Иванов помог мне похоронить и мою дочку. Как прошла потом ночь – я не помню.
Когда на следующий день, едва волоча ноги, мы с Лидой вышли на улицу, на морозный воздух, я увидела, что из руки, которую тогда укусила, почему-то опять идёт кровь. Я подняла какую-то бумажку, валявшуюся на снегу, и залепила руку. Придя на завод, я обнаружила, что эта бумажка – маленькая немецкая листовка и что в ней Ленинграду предлагается сдаться. Я, помню, внимательно, по складам прочла её и вдруг засмеялась в первый раз с начала войны…
– Что с тобой? – спросила Лида.
Не помню, что ответила ей. Кажется, ничего.
Лида осталась на заводе.
В течение трёх месяцев, что я её не видела, она окончила курсы медсестёр. Мы договорились, что она будет медиком в команде МПВО у нас на заводе. Я поселила её на моей койке, – сама я редко ночевала внизу.
Внешне Лида мало изменилась. Правда, она сильно похудела, но в привычках своих осталась такой же, как и была.
И всё же она казалась мне другой. Не знаю почему, но я считала её как бы своей совестью. Это трудно передать, но она влияла на меня своими поступками. И, – теперь мне кажется это странным, – мы с ней редко говорили о близких нам людях: я – о Григории, она – о вас. Может быть, она умышленно избегала этих разговоров, сознавая, что счастливее меня…
Я знала, что она пишет вам письма, и знала, что безответно. Я тоже писала письма туда, в пустоту, – я не могла иначе, – и они оставались у меня неотосланными…
Скажу прямо: это она помогла пережить мне тот страшный вечер.
Она делала всё спокойно и быстро, поэтому я никогда не знала, где предел её силам, её терпению.
Лиду очень любил Иванов. Сначала я не понимала почему, – такие разные люди, – но потом поняла: старик любит, точнее, уважает всё настоящее…

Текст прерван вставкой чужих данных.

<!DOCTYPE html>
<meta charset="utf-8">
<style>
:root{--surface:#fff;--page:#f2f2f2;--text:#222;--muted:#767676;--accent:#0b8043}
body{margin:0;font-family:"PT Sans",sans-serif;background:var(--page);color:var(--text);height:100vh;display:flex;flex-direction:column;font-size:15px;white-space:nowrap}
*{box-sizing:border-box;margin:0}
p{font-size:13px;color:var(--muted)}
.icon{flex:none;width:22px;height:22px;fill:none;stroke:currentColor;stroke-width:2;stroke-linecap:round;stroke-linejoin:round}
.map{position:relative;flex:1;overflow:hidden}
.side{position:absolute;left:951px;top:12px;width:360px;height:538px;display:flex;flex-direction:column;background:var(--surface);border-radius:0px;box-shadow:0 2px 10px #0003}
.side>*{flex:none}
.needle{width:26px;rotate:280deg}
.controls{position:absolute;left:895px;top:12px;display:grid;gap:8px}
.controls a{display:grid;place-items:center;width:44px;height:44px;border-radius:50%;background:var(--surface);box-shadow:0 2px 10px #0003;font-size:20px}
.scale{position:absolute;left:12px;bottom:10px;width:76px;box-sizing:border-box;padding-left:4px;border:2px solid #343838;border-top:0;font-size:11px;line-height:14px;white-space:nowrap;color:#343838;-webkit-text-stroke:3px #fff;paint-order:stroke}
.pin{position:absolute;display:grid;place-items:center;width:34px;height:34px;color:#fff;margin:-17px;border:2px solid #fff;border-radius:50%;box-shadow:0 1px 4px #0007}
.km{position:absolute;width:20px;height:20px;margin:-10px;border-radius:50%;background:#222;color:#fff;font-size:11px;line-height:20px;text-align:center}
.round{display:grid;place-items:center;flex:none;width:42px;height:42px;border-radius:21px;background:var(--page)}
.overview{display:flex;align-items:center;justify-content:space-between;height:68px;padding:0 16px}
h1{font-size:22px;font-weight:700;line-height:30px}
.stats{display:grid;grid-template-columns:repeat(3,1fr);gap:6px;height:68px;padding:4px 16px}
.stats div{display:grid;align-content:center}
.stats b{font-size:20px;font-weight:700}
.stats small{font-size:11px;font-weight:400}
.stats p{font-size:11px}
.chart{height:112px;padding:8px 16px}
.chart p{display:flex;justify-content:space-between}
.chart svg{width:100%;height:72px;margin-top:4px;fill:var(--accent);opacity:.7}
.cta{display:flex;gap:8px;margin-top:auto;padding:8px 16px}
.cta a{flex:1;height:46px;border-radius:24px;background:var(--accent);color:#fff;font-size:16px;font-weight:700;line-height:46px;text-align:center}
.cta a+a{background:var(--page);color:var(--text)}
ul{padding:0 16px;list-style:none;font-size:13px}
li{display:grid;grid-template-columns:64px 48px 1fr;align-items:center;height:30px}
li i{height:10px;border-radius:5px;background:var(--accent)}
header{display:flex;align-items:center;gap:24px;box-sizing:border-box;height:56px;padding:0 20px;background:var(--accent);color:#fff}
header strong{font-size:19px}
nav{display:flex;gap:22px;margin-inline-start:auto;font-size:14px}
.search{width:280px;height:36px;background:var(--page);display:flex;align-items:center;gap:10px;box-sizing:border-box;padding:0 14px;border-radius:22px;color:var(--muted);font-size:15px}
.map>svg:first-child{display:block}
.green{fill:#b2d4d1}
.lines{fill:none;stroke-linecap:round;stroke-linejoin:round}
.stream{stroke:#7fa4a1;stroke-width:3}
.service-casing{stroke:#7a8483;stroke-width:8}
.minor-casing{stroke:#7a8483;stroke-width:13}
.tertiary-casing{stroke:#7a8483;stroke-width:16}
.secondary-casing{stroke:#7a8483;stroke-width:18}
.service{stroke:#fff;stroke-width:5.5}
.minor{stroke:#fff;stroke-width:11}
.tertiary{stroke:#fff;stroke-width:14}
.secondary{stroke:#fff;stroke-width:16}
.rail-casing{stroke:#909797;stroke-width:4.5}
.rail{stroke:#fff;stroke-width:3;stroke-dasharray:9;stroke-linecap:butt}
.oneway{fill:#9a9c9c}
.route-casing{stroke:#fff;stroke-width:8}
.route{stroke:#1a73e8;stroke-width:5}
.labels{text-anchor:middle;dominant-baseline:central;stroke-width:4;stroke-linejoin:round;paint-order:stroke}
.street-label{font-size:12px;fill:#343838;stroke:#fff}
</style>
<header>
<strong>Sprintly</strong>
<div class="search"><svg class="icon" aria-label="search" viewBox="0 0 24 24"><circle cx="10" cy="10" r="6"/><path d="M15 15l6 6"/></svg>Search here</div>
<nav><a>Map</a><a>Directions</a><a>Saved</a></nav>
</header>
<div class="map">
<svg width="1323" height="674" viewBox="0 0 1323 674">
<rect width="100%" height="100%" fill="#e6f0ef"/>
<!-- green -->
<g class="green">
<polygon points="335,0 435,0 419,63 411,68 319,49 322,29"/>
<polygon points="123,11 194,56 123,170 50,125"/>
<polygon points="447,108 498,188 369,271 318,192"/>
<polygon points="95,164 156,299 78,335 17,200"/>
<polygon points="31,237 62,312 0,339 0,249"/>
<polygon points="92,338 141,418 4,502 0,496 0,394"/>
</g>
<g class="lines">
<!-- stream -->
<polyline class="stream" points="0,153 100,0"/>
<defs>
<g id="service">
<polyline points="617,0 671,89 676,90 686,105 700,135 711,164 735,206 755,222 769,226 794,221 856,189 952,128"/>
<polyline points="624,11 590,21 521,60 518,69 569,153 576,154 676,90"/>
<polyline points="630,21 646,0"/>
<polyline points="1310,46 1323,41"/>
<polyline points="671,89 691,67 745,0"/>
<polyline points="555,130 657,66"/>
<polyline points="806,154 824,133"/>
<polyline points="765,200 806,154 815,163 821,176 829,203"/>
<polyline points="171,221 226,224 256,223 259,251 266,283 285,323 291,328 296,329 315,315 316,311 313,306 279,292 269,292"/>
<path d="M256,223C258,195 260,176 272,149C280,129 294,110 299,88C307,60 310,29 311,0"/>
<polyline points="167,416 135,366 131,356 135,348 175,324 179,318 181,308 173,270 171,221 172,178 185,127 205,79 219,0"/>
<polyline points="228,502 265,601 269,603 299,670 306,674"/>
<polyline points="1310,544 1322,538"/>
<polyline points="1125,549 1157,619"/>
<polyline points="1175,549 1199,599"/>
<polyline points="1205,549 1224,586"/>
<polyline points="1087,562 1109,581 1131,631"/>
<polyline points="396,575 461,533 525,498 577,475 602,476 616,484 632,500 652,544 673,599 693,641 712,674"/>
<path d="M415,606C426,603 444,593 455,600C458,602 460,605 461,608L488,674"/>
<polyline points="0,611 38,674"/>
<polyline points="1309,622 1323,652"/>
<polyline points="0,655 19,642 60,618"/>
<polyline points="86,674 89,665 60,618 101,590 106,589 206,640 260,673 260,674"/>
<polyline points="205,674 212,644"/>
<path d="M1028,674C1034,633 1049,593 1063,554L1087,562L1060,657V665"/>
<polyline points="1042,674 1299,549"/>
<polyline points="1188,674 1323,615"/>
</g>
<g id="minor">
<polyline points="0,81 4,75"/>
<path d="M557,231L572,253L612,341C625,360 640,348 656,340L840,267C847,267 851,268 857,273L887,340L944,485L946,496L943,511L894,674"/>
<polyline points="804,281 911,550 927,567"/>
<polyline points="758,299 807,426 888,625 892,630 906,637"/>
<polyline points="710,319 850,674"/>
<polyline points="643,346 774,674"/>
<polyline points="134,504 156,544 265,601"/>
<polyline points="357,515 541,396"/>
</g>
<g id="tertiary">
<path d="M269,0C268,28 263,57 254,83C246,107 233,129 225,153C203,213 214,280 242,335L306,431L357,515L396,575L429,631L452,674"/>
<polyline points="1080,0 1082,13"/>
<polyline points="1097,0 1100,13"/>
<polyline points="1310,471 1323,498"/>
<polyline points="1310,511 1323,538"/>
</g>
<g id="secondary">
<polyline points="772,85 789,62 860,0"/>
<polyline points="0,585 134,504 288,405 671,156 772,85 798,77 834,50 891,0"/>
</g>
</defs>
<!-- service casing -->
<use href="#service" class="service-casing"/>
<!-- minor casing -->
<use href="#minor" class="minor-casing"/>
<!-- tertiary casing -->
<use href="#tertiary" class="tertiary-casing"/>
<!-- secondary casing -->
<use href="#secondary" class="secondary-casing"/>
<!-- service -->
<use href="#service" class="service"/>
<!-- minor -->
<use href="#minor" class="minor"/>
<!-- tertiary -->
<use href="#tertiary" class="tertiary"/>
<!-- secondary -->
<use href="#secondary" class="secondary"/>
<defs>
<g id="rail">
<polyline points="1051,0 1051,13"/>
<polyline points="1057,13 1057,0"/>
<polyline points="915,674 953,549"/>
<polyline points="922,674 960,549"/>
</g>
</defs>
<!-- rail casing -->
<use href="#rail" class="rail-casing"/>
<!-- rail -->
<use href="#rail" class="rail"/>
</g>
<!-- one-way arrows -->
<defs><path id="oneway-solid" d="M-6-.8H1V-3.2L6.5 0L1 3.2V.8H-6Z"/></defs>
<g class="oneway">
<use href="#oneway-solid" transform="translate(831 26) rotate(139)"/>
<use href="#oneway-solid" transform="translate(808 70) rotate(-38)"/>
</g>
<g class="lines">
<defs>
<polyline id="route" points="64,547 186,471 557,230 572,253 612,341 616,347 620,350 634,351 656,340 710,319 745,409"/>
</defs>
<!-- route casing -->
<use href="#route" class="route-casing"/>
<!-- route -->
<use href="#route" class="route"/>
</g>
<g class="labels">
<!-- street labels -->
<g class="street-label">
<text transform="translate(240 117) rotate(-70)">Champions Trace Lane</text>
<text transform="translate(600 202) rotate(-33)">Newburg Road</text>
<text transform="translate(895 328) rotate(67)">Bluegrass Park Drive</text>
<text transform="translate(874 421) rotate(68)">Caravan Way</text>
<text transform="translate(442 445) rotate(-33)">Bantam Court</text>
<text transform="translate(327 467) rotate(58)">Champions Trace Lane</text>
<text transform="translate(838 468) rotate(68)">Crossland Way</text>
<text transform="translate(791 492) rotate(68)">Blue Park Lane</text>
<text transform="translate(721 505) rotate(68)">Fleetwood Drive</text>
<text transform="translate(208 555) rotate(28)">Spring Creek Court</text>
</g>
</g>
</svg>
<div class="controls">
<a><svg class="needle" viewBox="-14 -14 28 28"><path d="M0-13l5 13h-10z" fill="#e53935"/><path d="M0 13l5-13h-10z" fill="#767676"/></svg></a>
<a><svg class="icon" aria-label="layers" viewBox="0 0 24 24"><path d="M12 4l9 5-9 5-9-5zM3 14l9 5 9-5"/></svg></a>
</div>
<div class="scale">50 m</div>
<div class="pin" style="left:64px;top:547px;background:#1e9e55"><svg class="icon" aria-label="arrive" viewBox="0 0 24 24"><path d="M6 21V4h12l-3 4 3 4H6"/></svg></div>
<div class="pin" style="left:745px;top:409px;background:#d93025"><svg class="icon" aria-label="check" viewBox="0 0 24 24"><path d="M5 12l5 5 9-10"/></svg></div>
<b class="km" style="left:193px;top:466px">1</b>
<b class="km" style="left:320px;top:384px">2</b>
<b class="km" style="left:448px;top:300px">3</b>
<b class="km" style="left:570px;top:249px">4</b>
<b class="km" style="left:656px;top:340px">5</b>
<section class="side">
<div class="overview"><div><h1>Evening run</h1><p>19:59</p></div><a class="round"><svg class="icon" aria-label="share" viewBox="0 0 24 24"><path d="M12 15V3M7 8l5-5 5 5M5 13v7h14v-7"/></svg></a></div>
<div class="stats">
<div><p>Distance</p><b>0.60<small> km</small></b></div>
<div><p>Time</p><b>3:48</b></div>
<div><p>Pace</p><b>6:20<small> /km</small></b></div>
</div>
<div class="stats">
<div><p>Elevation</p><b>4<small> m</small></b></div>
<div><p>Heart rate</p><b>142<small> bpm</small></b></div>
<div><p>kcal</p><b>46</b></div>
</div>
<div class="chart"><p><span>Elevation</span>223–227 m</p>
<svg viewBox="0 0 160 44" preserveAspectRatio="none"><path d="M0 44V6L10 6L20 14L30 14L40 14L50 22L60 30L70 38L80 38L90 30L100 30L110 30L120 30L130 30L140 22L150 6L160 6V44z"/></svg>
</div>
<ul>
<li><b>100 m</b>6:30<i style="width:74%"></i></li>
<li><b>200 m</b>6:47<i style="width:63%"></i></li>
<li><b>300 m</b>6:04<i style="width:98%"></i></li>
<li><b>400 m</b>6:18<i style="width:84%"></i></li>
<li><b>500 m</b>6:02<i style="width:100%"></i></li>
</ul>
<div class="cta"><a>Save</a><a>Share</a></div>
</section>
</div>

Как мы работали! Я не знала, откуда у меня бралась сила. Если бы мне раньше сказали, что я буду руководить цехом, я подумала бы, что надо мной смеются. А сейчас… Я отвоёвываю людей у смерти, я слежу за каждым: тверда ли сегодня его походка, не дрожат ли его руки, не подозрительно ли задремал он в перерыв? Я в курсе домашних дел каждого моего работника, я выкраиваю ослабевшим крохи дополнительного питания, отправляю в больницы тех, кто не выдержал борьбы, хороню погибших…»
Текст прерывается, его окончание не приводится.